*** DATASET
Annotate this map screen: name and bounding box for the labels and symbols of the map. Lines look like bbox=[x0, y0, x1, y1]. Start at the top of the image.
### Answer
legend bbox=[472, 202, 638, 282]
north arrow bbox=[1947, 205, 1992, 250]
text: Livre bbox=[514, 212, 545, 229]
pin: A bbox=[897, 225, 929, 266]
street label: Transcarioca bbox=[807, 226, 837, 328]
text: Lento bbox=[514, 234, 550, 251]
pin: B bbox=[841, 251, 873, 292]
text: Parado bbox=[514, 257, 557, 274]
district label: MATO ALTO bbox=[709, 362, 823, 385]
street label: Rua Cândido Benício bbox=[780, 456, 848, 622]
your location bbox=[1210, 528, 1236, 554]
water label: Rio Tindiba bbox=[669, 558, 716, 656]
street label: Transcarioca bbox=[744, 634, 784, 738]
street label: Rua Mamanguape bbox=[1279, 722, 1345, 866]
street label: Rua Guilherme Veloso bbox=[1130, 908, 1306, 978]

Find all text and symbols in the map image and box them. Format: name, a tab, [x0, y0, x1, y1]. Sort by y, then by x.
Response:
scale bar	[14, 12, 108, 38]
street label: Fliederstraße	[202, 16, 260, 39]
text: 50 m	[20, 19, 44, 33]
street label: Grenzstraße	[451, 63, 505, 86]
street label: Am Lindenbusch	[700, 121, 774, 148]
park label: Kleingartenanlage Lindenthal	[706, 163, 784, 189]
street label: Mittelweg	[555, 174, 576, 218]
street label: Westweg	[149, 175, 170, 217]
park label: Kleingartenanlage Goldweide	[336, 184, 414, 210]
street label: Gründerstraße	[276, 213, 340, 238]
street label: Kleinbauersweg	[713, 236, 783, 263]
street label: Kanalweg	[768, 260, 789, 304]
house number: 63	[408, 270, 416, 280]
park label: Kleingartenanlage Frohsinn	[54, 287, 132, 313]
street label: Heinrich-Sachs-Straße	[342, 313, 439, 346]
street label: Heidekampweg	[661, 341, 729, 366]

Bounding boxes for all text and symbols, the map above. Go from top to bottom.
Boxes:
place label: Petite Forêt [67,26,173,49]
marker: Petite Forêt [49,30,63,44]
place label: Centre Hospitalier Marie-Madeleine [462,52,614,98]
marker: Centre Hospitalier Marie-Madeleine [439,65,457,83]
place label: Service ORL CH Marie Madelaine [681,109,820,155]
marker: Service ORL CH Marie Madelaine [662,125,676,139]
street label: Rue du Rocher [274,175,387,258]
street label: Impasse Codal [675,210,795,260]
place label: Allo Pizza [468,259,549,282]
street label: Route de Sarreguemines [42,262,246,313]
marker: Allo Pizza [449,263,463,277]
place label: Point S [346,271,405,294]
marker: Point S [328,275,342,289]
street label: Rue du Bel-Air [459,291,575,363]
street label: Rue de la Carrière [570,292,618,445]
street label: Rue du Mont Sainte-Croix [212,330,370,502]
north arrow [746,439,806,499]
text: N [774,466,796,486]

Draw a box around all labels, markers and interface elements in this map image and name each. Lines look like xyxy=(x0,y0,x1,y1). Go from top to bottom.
******
**WHAT IS REQUIRED**
Every entry, from top to bottom, should be repeated word for word.

**ANSWER SPACE**
Annotate this map screen: name and bounding box for the labels and symbols of the map. Lines look like bbox=[x0, y0, x1, y1]. Start at the top of the image.
### Answer
legend bbox=[472, 202, 638, 282]
north arrow bbox=[1947, 205, 1992, 250]
text: Livre bbox=[514, 212, 545, 229]
pin: A bbox=[897, 225, 929, 266]
street label: Transcarioca bbox=[807, 226, 837, 328]
text: Lento bbox=[514, 234, 550, 251]
pin: B bbox=[841, 251, 873, 292]
text: Parado bbox=[514, 257, 557, 274]
district label: MATO ALTO bbox=[709, 362, 823, 385]
street label: Rua Cândido Benício bbox=[780, 456, 848, 622]
your location bbox=[1210, 528, 1236, 554]
water label: Rio Tindiba bbox=[669, 558, 716, 656]
street label: Transcarioca bbox=[744, 634, 784, 738]
street label: Rua Mamanguape bbox=[1279, 722, 1345, 866]
street label: Rua Guilherme Veloso bbox=[1130, 908, 1306, 978]

Find all text and symbols in the map image and box them. Format: name, a tab, [x0, y0, x1, y1]. Sort by y, then by x.
Response:
scale bar	[14, 12, 108, 38]
street label: Fliederstraße	[202, 16, 260, 39]
text: 50 m	[20, 19, 44, 33]
street label: Grenzstraße	[451, 63, 505, 86]
street label: Am Lindenbusch	[700, 121, 774, 148]
park label: Kleingartenanlage Lindenthal	[706, 163, 784, 189]
street label: Mittelweg	[555, 174, 576, 218]
street label: Westweg	[149, 175, 170, 217]
park label: Kleingartenanlage Goldweide	[336, 184, 414, 210]
street label: Gründerstraße	[276, 213, 340, 238]
street label: Kleinbauersweg	[713, 236, 783, 263]
street label: Kanalweg	[768, 260, 789, 304]
house number: 63	[408, 270, 416, 280]
park label: Kleingartenanlage Frohsinn	[54, 287, 132, 313]
street label: Heinrich-Sachs-Straße	[342, 313, 439, 346]
street label: Heidekampweg	[661, 341, 729, 366]

Bounding boxes for all text and symbols, the map above. Go from top to bottom.
Boxes:
place label: Petite Forêt [67,26,173,49]
marker: Petite Forêt [49,30,63,44]
place label: Centre Hospitalier Marie-Madeleine [462,52,614,98]
marker: Centre Hospitalier Marie-Madeleine [439,65,457,83]
place label: Service ORL CH Marie Madelaine [681,109,820,155]
marker: Service ORL CH Marie Madelaine [662,125,676,139]
street label: Rue du Rocher [274,175,387,258]
street label: Impasse Codal [675,210,795,260]
place label: Allo Pizza [468,259,549,282]
street label: Route de Sarreguemines [42,262,246,313]
marker: Allo Pizza [449,263,463,277]
place label: Point S [346,271,405,294]
marker: Point S [328,275,342,289]
street label: Rue du Bel-Air [459,291,575,363]
street label: Rue de la Carrière [570,292,618,445]
street label: Rue du Mont Sainte-Croix [212,330,370,502]
north arrow [746,439,806,499]
text: N [774,466,796,486]

Draw a box around all labels, markers and interface elements in this map image and name each. Lines look like xyxy=(x0,y0,x1,y1). Go from top to bottom.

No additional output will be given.